Journal de recherche
13 h 20, moment de l’apéritif avant le repas.
Je suis amené à concevoir la thèse comme une œuvre. Le fait de devenir thésard à plein temps ne change rien à la manière avec laquelle je vis ce tournant de l’écriture de cette thèse pour répondre à l’exigence de l’institution universitaire. Cette remarque m’est venue, alors que je pensais à reprendre Produire son œuvre, le moment de la thèse comme guide ou boussole pour l’élaboration de cette thèse.
Dimanche 23 mai, 12 h 10
En voulant travailler sur les dispositifs, je suspends la lecture de Critique de la raison dialectique, et je m’engage dans la lecture de J-F Lyotard, Dérive à partir de Marx et Freud . Je fais ce choix parce que je savais que cet auteur avait traité la question des dispositifs. J’en ai parlé vendredi dernier, lors de la réunion du comité éditorial.

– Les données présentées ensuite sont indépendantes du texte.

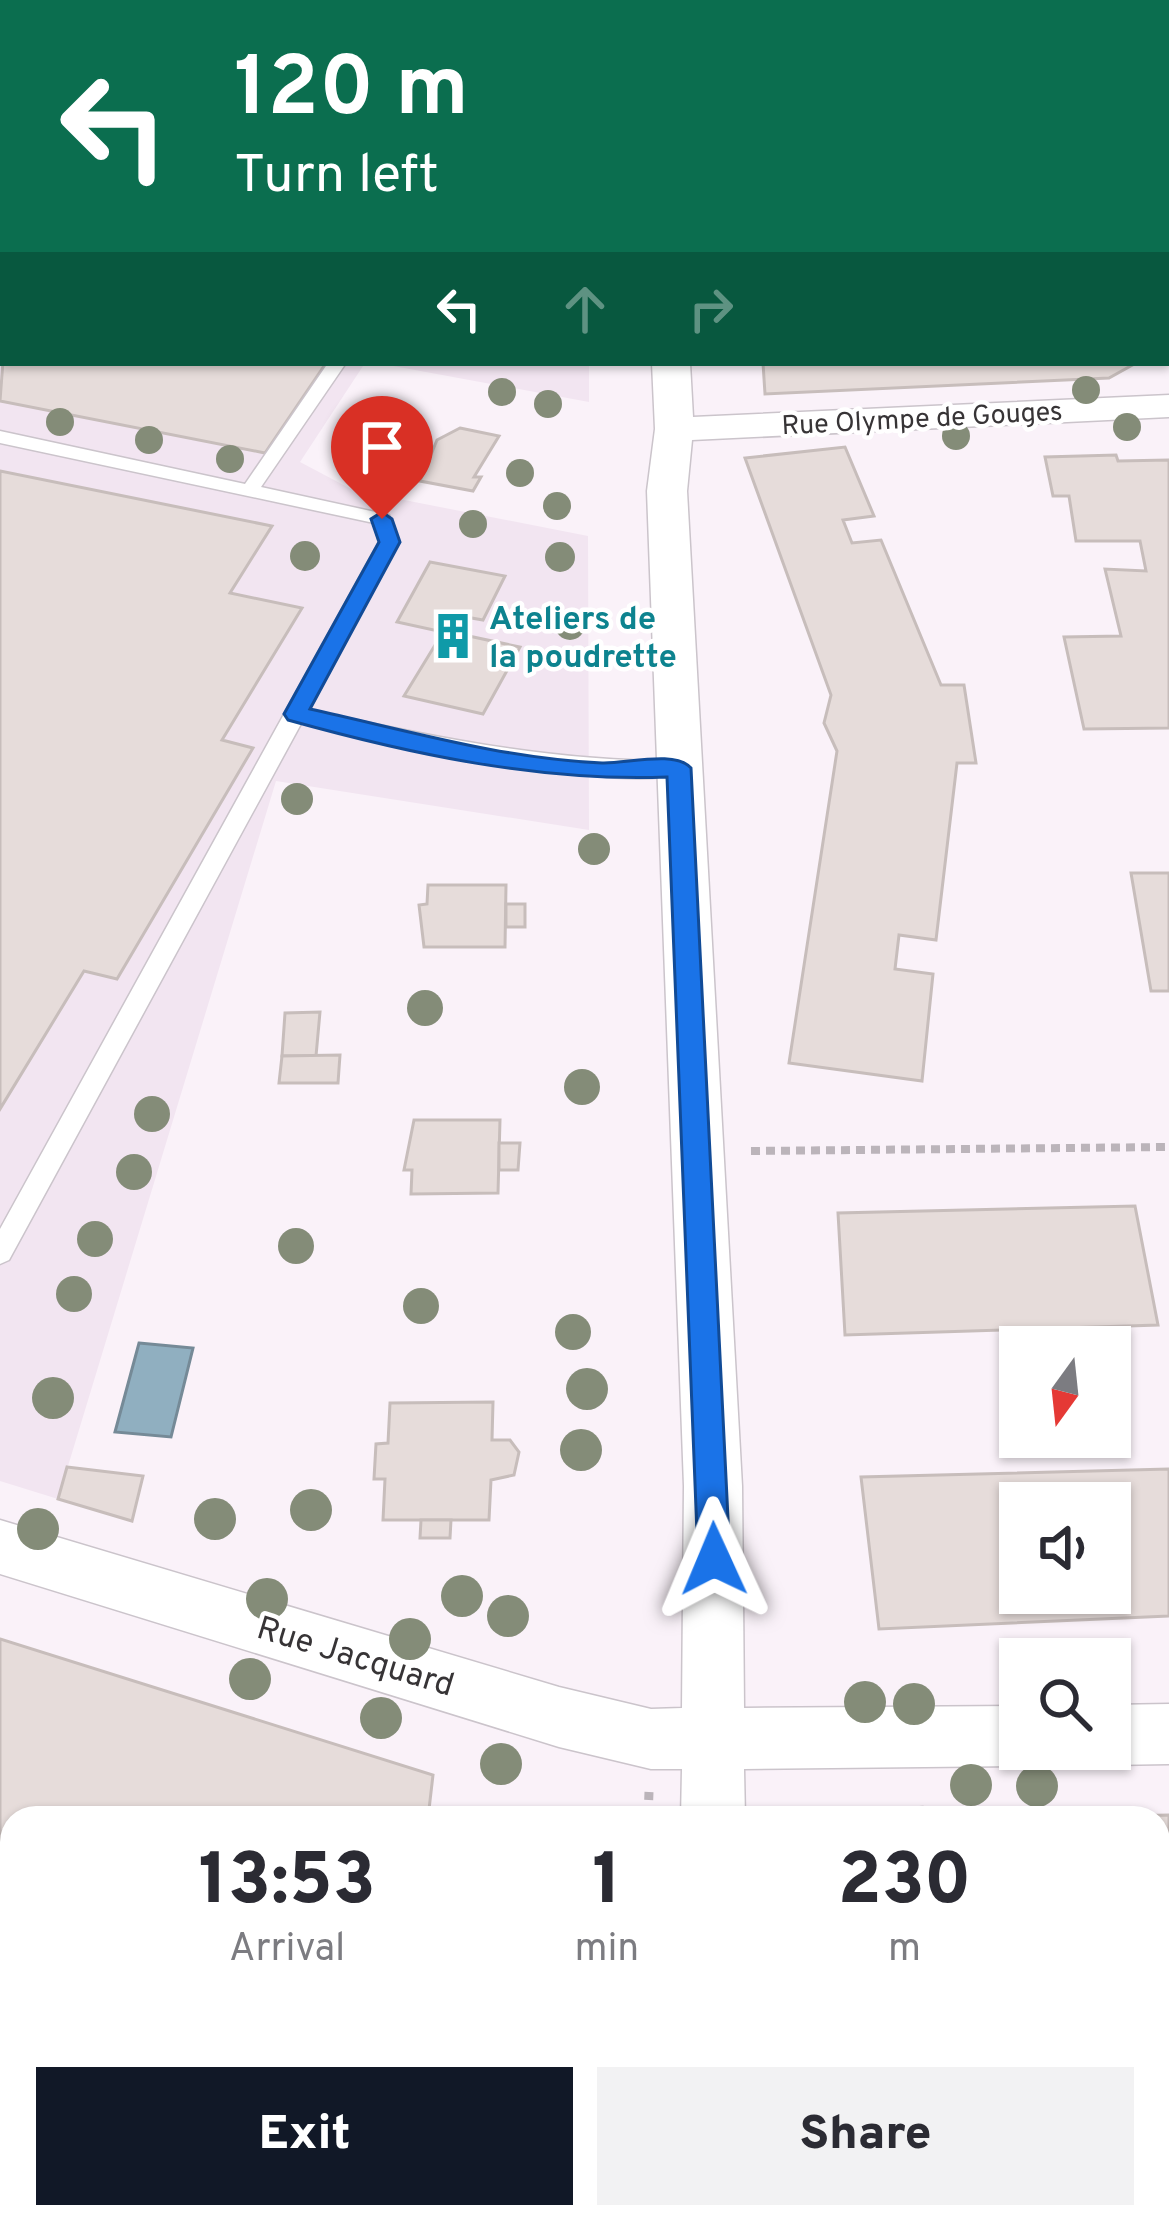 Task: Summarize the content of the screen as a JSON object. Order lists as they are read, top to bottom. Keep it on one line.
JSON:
{"streets":{"street":["Rue Olympe de Gouges","Rue Jacquard"]},"places":{"building":["Ateliers de la poudrette"]},"north":"bottom","page":{"turn":["120 m","Turn left"],"eta":["13:53","Arrival","1","min","230","m"],"buttons":["Exit","Share"]}}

En effet, dans cet ouvrage, l’auteur utilise le mot dispositif 12 fois dans 15 pages, article intitulé « dérive ». Il l’utilise notamment en lien avec le Kapital et le libidinal, au début de l’ouvrage dans un article intitulé DERIVES.
Je poursuis la lecture de cet ouvrage qui doit me servir aussi comme référence dans le travail sur la dialectique, l’éducation et particulièrement sur la critique marxiste.
Les pages 140-148 comportent une analyse de l’institution scolaire- universitaire en relation avec le capital. Comment ces institutions sont au service de ce dernier.
A propos de la dialectique, Lyotard distingue bien entre la dialectique substantielle qui mène tout droit à la religion en passant par la négation de la négation p.154 entre autres et la dialectique : pratique et théorie ; le retournement de la réalité mystifiée. « La pratique est pédagogique si elle est critique… » p. 159.